Melissa E. Hathaway, Acting Senior Director for Cyberspace for the National Security and Homeland Security Councils

Mission Impossilbe theme starts up describing the current situation and giving her the mission to derive a strategy to protect out infrastructure. :)

The united states is at a crossroads. Cyberspace underpins all facets of our society.

The review was requested to get a common understanding of the problem

Talking about the current issues such at the ATM network heist and others.

The infrastructure is neither secure enough nor resilient enough.

Talking about the details of what they looked at in the review. Lots of stats. Legal issues were dealt with.

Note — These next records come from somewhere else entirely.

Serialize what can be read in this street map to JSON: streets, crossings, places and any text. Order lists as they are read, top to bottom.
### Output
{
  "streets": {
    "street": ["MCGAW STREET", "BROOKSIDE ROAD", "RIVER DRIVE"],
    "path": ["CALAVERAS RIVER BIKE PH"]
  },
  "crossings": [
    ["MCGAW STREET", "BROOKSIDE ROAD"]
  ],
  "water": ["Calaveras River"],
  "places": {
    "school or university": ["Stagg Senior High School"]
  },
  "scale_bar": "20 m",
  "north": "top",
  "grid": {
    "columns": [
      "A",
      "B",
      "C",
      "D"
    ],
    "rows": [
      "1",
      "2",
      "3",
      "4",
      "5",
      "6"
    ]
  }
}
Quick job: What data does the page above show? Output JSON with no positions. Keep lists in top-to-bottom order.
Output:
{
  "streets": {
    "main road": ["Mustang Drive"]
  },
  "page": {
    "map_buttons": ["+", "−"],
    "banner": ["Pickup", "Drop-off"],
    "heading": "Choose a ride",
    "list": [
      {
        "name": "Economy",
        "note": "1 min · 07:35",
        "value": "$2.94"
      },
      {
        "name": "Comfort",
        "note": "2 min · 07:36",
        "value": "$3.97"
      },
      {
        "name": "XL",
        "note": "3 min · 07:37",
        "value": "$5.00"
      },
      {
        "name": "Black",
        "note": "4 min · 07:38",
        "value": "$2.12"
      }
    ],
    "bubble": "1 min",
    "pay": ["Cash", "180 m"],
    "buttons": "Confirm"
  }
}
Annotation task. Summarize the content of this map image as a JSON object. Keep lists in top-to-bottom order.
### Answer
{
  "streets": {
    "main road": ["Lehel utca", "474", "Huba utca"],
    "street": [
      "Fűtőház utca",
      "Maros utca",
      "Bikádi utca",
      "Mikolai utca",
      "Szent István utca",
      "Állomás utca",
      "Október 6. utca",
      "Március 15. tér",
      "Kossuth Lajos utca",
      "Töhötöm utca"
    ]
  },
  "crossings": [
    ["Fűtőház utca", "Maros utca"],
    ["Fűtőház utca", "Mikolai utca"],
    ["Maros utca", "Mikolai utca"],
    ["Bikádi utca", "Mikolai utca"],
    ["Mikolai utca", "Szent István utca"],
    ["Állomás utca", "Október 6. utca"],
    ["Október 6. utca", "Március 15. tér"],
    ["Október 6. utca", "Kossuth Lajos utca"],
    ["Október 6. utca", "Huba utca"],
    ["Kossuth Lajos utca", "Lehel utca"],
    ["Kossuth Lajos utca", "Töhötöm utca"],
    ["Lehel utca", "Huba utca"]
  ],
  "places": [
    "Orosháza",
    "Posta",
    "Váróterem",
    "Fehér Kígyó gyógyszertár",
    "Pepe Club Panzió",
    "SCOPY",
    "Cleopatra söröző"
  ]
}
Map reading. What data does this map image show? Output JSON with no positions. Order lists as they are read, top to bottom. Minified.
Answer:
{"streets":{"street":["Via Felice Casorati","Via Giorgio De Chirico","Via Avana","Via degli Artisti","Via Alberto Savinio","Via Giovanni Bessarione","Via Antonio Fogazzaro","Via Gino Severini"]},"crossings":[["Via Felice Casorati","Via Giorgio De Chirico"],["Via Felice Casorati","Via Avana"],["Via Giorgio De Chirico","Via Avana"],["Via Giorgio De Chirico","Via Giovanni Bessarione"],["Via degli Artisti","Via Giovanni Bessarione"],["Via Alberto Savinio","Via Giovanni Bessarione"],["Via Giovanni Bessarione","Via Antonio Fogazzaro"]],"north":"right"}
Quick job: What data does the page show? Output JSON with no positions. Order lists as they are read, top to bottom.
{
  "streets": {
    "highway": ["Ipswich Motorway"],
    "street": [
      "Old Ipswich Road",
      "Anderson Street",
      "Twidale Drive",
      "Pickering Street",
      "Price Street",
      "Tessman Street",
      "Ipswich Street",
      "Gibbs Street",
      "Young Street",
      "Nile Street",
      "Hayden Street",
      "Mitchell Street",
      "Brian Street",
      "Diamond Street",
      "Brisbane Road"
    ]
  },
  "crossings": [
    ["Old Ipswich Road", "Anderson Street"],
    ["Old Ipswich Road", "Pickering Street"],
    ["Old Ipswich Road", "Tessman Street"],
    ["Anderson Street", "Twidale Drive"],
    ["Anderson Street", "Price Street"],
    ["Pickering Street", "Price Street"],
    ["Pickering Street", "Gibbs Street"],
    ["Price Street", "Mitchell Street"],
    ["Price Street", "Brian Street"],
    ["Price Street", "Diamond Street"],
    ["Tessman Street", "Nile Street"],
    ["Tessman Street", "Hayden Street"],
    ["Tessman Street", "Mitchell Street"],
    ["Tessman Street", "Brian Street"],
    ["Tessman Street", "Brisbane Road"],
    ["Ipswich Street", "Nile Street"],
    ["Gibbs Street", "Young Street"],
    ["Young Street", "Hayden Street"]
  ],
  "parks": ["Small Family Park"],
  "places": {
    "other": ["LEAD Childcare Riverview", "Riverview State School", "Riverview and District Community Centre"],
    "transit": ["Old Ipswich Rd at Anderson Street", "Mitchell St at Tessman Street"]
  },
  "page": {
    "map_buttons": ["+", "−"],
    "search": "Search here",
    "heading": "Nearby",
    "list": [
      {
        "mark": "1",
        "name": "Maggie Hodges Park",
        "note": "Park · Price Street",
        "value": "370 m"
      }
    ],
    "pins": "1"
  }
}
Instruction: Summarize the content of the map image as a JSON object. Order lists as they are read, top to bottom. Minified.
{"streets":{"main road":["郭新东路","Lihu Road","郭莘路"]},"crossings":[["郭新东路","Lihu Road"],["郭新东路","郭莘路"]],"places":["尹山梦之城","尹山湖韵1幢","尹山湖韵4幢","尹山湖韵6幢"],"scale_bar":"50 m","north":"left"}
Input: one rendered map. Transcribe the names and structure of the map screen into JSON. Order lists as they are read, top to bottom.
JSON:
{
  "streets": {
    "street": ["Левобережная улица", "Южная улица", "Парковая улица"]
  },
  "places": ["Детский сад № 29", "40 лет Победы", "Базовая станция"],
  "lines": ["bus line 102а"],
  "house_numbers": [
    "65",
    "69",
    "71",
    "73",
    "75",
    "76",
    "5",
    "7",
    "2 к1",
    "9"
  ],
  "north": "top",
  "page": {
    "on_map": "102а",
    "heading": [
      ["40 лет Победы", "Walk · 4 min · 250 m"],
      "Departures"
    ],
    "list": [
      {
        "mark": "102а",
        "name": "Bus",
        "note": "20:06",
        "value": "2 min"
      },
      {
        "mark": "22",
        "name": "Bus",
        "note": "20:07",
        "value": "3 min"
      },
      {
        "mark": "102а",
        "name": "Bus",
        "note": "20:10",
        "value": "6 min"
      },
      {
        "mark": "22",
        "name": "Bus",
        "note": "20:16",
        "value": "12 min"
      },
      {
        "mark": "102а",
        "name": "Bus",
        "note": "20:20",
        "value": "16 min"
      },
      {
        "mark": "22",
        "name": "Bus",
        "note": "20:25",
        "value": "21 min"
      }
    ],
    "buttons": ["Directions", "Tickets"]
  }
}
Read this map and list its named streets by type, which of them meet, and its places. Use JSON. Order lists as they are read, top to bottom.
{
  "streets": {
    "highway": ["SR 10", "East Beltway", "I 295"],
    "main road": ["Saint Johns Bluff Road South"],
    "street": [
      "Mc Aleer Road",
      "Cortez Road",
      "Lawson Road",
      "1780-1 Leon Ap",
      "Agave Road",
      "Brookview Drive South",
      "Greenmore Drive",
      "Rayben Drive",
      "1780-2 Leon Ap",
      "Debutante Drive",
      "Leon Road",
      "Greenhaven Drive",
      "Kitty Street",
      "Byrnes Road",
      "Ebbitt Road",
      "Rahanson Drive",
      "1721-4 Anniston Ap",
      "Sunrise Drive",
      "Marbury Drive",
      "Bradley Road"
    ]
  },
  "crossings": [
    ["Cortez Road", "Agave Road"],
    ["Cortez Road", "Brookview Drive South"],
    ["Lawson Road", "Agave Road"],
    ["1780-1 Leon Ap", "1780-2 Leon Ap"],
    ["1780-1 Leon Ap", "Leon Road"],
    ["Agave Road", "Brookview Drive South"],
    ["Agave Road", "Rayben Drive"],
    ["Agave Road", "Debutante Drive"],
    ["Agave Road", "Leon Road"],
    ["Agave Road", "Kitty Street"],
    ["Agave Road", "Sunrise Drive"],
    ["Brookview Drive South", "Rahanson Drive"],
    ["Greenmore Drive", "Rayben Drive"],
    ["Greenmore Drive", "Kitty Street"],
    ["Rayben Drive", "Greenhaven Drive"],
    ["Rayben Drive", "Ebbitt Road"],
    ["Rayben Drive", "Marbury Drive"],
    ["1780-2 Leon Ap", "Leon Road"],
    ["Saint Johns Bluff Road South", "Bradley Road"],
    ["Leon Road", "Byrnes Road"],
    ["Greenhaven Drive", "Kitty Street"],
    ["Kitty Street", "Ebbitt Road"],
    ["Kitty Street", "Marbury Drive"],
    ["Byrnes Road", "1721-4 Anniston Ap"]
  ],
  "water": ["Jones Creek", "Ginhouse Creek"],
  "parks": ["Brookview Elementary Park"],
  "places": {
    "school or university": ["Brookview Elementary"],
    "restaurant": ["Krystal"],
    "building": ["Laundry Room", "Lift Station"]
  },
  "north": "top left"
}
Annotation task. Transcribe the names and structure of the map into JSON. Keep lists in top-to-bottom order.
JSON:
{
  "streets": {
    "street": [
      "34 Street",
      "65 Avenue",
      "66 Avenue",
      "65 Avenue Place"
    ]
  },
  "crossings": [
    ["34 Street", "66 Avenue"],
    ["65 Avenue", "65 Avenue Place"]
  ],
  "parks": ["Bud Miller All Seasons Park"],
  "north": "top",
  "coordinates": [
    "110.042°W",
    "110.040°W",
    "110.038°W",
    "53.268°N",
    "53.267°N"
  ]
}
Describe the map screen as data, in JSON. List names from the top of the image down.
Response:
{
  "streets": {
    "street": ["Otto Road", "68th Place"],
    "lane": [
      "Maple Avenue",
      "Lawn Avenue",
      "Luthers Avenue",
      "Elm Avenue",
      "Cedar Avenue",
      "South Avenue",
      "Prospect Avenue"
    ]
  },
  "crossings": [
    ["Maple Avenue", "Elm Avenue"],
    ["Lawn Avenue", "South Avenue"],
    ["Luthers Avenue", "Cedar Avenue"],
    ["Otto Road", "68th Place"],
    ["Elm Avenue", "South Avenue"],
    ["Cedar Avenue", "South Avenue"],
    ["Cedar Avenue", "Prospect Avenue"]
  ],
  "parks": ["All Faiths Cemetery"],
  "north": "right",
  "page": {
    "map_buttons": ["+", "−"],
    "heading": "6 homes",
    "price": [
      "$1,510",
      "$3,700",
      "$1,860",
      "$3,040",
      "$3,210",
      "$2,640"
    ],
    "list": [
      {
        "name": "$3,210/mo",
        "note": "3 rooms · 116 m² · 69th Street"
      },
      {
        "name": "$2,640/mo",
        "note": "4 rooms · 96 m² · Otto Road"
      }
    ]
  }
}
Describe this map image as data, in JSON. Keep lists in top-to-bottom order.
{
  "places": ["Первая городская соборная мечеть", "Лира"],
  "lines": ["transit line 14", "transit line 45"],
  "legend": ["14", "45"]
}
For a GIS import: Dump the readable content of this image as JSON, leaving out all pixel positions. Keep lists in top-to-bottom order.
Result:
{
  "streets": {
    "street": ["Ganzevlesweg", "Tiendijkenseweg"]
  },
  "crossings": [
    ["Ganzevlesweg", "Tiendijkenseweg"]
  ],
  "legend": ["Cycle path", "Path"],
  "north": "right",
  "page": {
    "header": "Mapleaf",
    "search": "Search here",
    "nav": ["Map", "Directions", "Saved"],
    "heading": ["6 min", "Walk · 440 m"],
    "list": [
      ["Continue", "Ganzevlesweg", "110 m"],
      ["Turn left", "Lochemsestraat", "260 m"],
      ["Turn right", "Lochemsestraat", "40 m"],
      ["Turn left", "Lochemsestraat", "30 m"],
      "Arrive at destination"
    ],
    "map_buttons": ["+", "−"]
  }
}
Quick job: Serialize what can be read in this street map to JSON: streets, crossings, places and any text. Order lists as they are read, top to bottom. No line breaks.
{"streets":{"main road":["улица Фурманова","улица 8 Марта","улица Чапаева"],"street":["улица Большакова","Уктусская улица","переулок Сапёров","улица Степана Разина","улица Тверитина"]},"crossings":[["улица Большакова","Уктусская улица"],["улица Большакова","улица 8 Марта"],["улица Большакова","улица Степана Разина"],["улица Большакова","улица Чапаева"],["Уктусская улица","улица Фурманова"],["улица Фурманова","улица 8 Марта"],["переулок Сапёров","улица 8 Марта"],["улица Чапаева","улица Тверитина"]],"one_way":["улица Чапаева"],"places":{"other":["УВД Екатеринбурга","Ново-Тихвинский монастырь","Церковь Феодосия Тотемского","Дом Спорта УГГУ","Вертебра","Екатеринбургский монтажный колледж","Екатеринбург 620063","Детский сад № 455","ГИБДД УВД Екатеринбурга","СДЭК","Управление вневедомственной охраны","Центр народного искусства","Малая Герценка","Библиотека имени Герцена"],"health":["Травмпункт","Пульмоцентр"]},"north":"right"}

Talking about engaging all kinds of areas, academic, government, business, etc.

Transparency was vital to the success of the review. Saying there is a lot of work to do. Won't be done over night. It is a marathon.

Security is a marathon. The review was completed April 17th. IT provides the President with a recommendation for a White House org. to guide the implementation.

Leading must come from the top. From a broader perspective.

Pubic and private interests are intertwined in securing the digital infrastructure.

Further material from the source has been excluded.